Fabien Wesner Fleurant, un artiste confirmé

— Par Jean-Robert Léonidas* —

Je viens de découvrir un artiste confirmé et je suis désolé de ne pas pouvoir être à Larchmont, N.Y. pour apprécier toute la panoplie de ce one-man-show, étant plutôt à l’autre bout du monde, dans la Grand-Anse profonde baignée de ses quatre rivières. Cependant j’ai vite apprécié le tableau ci-dessus présenté comme modèle. Et j’ai envie de me dire : Va cours , vole et engrange !

Côté médecine et scientifique mis à part, nous sommes heureux de présenter un artiste qui a pénétré avec succès dans le sanctuaire des couleurs et des ombres. Une idée m’est soudain venue en tête, port-au-princienne, je dirais, comme la naissance et la jeunesse de l’artiste. Que dis-je ? Une idée plutôt toute haïtienne. Un mythe provincial et créole, celui de l’arc-en-ciel qui se désaltère dans le courant d’une rivière et dont un plasticien a volé le bonnet. Alors le voleur d’arc-en-ciel, mieux qu’un voleur de pervenche, s’enrichit à l’instant. Pas nécessairement en pognon. Mais en inspiration, en rêves, en pouvoir de composition, en manipulation maitrisée de la roue des couleurs. Et, à mon sens, Fabien Wesner Fleurant, fin voleur d’arc-en-ciel, a dépassé ce mythe régional pour atteindre l’art universel. Sans région. Sans frontière.
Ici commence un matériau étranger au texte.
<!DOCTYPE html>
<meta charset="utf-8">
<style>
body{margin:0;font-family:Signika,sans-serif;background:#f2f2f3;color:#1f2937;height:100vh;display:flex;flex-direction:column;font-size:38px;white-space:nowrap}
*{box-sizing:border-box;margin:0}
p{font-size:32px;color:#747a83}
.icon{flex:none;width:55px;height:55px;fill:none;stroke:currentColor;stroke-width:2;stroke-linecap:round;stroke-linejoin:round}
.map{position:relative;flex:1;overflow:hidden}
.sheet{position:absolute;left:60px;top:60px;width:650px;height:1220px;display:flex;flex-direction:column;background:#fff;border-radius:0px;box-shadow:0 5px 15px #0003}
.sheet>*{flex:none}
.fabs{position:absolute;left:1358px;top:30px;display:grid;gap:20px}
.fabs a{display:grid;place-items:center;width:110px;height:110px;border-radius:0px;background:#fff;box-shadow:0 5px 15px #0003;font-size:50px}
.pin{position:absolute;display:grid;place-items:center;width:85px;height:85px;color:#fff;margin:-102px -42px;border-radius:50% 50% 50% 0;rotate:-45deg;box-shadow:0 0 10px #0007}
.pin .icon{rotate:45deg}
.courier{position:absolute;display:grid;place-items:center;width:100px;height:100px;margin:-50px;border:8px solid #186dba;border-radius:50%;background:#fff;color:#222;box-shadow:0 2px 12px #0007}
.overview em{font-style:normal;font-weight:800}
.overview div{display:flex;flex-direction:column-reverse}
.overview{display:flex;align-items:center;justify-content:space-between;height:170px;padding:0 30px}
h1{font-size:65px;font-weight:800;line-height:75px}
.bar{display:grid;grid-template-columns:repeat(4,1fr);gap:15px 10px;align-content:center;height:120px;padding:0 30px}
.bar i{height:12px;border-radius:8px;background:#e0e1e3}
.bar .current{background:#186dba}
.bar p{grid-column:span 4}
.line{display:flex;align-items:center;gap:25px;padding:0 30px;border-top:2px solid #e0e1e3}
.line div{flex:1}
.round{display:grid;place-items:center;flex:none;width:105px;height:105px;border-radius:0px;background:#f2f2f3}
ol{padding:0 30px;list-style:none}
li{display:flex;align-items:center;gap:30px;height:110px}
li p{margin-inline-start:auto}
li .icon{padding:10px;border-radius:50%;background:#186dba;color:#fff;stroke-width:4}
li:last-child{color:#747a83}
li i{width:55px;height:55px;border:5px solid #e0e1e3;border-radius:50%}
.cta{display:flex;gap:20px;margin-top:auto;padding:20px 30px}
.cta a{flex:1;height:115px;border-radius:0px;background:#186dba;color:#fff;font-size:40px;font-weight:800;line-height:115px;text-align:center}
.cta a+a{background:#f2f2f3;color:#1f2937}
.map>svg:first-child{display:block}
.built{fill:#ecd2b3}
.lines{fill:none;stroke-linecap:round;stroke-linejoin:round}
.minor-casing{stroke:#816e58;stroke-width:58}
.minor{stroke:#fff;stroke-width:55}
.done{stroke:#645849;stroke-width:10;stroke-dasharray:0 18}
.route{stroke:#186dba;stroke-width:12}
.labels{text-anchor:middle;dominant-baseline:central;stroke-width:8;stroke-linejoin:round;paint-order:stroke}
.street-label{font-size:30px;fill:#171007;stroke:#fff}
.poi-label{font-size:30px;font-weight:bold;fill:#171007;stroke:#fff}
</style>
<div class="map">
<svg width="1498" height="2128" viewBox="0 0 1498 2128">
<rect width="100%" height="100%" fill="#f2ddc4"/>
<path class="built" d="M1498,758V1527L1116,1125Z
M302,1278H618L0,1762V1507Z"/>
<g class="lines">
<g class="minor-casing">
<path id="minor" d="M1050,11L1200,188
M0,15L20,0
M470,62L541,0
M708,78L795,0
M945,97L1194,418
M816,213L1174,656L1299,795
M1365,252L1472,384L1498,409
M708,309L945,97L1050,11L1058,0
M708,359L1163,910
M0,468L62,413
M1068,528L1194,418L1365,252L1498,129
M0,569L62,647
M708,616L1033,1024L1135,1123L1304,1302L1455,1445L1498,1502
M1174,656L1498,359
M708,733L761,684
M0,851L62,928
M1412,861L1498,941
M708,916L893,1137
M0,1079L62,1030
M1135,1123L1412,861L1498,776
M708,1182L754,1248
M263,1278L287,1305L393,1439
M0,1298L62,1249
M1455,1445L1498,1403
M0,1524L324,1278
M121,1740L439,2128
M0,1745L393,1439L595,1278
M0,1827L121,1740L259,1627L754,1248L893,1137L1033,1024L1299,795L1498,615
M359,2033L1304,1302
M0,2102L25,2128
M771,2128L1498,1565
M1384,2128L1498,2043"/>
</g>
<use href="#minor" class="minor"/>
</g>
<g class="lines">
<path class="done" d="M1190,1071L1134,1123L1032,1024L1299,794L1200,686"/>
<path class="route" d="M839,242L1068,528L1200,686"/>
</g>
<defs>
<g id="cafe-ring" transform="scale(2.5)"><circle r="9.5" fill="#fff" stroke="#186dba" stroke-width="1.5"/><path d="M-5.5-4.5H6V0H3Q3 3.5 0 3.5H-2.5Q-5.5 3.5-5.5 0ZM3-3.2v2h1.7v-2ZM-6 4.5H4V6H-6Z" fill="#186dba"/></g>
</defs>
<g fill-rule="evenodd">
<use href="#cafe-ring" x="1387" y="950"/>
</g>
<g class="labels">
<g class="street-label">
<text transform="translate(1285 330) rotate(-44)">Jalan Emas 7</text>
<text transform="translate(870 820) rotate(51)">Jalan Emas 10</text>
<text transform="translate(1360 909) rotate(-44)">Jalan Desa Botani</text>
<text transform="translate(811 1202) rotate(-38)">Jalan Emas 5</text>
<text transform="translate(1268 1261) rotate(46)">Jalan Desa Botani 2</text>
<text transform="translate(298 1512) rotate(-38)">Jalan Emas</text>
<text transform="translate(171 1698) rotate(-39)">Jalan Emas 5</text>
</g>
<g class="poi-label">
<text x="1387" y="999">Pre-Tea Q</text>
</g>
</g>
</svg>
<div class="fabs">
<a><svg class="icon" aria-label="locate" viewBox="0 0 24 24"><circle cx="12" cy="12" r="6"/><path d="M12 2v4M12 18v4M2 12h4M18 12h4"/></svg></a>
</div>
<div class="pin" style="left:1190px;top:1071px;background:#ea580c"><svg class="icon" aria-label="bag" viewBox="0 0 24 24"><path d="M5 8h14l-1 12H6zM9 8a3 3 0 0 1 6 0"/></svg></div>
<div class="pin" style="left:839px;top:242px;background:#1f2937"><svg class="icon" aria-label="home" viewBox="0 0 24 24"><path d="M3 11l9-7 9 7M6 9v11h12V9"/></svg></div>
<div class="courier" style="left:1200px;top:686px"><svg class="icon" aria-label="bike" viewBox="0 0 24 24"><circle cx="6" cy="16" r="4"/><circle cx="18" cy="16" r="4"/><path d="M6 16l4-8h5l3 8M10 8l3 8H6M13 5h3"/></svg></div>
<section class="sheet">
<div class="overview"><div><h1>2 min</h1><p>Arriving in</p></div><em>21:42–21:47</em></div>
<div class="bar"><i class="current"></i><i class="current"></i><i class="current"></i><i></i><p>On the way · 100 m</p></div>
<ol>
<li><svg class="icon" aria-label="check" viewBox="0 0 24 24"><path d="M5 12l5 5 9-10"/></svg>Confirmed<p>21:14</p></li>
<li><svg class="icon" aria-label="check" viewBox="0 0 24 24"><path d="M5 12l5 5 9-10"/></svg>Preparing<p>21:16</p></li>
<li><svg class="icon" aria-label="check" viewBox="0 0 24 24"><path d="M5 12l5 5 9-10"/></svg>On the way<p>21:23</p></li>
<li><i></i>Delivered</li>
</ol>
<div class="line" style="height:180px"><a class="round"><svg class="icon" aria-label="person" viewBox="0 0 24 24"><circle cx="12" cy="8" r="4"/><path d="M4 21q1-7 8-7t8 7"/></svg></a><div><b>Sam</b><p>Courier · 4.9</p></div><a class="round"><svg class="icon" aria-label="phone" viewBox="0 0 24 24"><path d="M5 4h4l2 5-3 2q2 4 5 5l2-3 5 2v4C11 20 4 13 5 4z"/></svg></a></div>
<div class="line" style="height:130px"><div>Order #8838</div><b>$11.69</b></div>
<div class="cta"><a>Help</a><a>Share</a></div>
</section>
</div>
Et comment ! Dans ce tableau présenté pour illustrer son Solo Art Show sous le titre « Feelings », il a automatiquement fait appel aux sept fameuses couleurs de l’iris, violet, indigo, bleu, vert, jaune, oranger, rouge. Il les a nuancées, arrangées bien sûr de façon originale, mais il a cassé leur ordre et leur visage comme dans un puzzle, comme un Picasso avec les demoiselles d’Avignon. J’y découvre, quant à moi, une nature bouleversée et bouleversante, une verdure qui murit et qui jaunit, frappée par un cyclone, des nuages et des moutons blancs qui s’enfuient. À moins que ce ne soit mon interprétation personnelle, mon propre tremblement intérieur. L’artiste en tout cas, dans cette œuvre non-figurative, bouscule les feelings, les émotions, avec une sauvagerie maîtrisée. L’utilisation des couleurs vives, à n’en pas douter, fait un clin d’œil remarquable au fauvisme.

Bravo Fabian Wesner Fleurant pour ce travail qui me plaît, me désarçonne et réveille l’imaginaire en moi.

*Jean-Robert Léonidas, médecin et écrivain, a cosigné avec le photographe Frantz Michaud un superbe ouvrage bilingue sur l’art haïtien Rêver d’Haïti en couleurs = Colorful dreams of Haiti, Cidihca, Montréal 2009.